A las diez de la mañana iban colocando los músicos sus atriles al final de la cubierta, entre el fumadero y una barandilla, sobre la explanada de popa. Ensanchábase el paseo en este lugar, ofreciendo el aspecto de una terraza de café, con mesas al aire libre y arbolillos redondos plantados en cajones verdes.
Rompía á tocar la música una «Marcha granadera» del tiempo de Federico el Grande, con estruendosos alaridos de trompetería, y poco á poco la gente iba poblando el paseo.
El buque, húmedo, sombreado, limpio, parecía sonreír como un dormilón que se despabila con las frías abluciones matinales. Desde mucho antes caminaban los madrugadores por la azulada penumbra de la cubierta, saludándose al paso y comunicándose noticias de la noche anterior. Algunos, vestidos con pyjamas ó medio desnudos bajo un largo gabán, descendían del gimnasio y se deslizaban rápidamente en busca de sus camarotes.
Aparecían las primeras señoras, yendo tras un breve paseo á arrellanarse en los sillones. Bandas de muchachos aprovechaban la ausencia de los mayores para hacer suya toda la cubierta. Niñeras de diversa nacionalidad con una criatura al brazo formaban amigables grupos, mirándose sonrientes sin entenderse. Otras empujaban cunas con ruedas, en cuyo interior una cabeza abultada, de suaves cabellos, aparecía medio dormida entre puntillas y lazos. Una tropa de niños con fusiles de latón daba la vuelta al buque golpeando el húmedo entarimado con marciales patadas. Eran rubios, morenos ó bronceados, mostrando en la variedad de sus tipos la amalgama étnica del continente americano, en el que sus padres les habían hecho nacer. Un hijo del doctor Zurita, que iba al frente sable en alto marcando el paso, gritaba con el imperio de una casta triunfadora: «A ver, gringo, avanza un poco... Un... dos. Un... dos. Tú, gallego, hazte pa atrás.»

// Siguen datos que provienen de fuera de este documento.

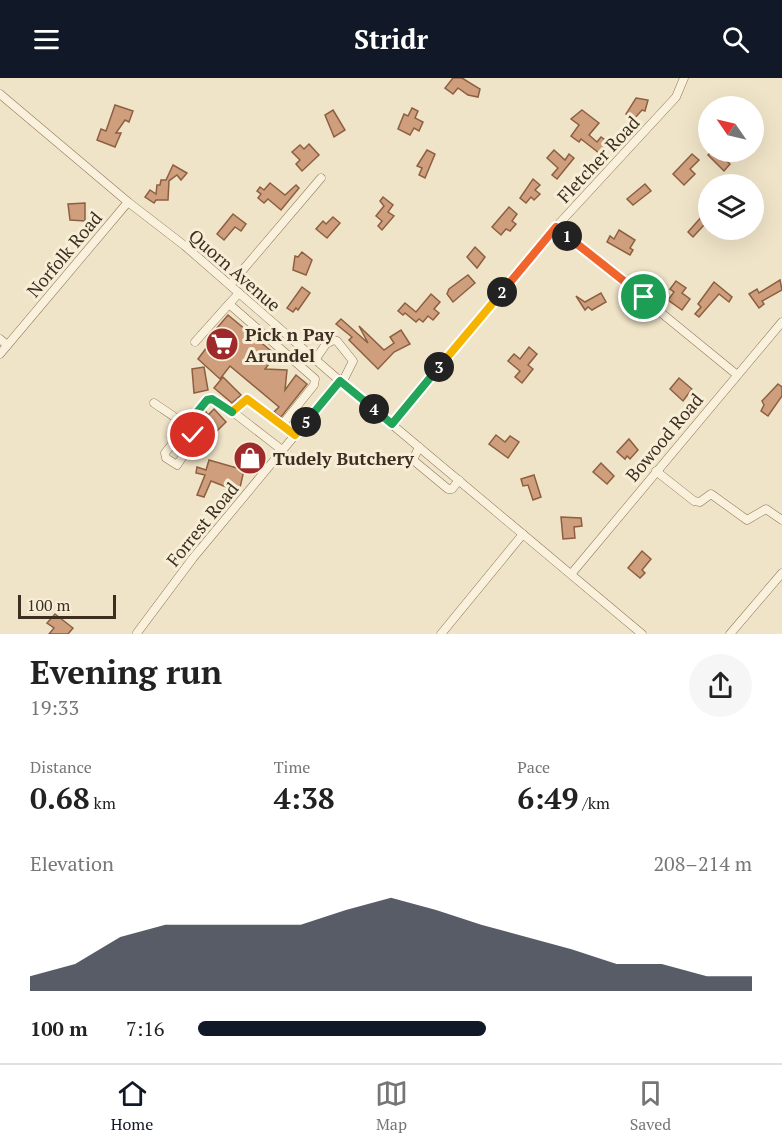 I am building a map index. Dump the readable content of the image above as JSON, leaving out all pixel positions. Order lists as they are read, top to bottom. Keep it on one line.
{"streets":{"street":["Fletcher Road","Norfolk Road","Quorn Avenue","Bowood Road","Forrest Road"]},"crossings":[["Fletcher Road","Quorn Avenue"],["Norfolk Road","Quorn Avenue"],["Quorn Avenue","Bowood Road"],["Quorn Avenue","Forrest Road"]],"places":{"supermarket":["Pick n Pay Arundel"],"shop":["Tudely Butchery"]},"scale_bar":"100 m","north":"top left","page":{"header":"Stridr","pins":["1","2","3","4","5"],"scale":"100 m","heading":["Evening run","19:33"],"stats":[["Distance","0.68 km"],["Time","4:38"],["Pace","6:49 /km"]],"chart":["Elevation","208–214 m"],"list":[{"name":"100 m","note":"7:16"}],"tabs":["Home","Map","Saved"]}}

Fernando, apoyado en la barandilla á corta distancia de los músicos, seguía con los ojos el lento balanceo del castillo de popa, sobre el cual aleteaba una ronda de gaviotas. Eran aves enormes, repletas de pescado y desperdicios de los buques, con alas poderosas, blancas y combadas, semejantes á velas.
Seguían al trasatlántico desde Canarias, habituadas á esta soledad azul, inmensa para los ojos del hombre, y en la que su instinto husmeaba la vecindad invisible de la costa de Africa y del archipiélago de Cabo Verde. Volaban en espiral sobre la popa, abanicando algunas veces con sus alas á los pasajeros de tercera clase. Otras se tendían en fila sobre el camino blancuzco y espumoso que dejaban abierto las hélices en la llanura del Océano. Parecían inmóviles sobre el vapor, que marchaba y marchaba con el jadeante ímpetu de sus pulmones de acero, y cuando quedaban atrás bastábales un par de aletazos para volver á colocarse verticalmente sobre él. Sonaba el chapoteo de un objeto en el mar; una espuerta de residuos de cocina, un madero, un bote de conservas vacío, é inmediatamente se desplomaban, con las plumas encogidas, balanceándose sobre las ondulaciones oceánicas lo mismo que los cisnes de un lago. Y así que terminaban la exploración del objeto flotante ó engullían los residuos, retornaban al buque impetuosas como proyectiles.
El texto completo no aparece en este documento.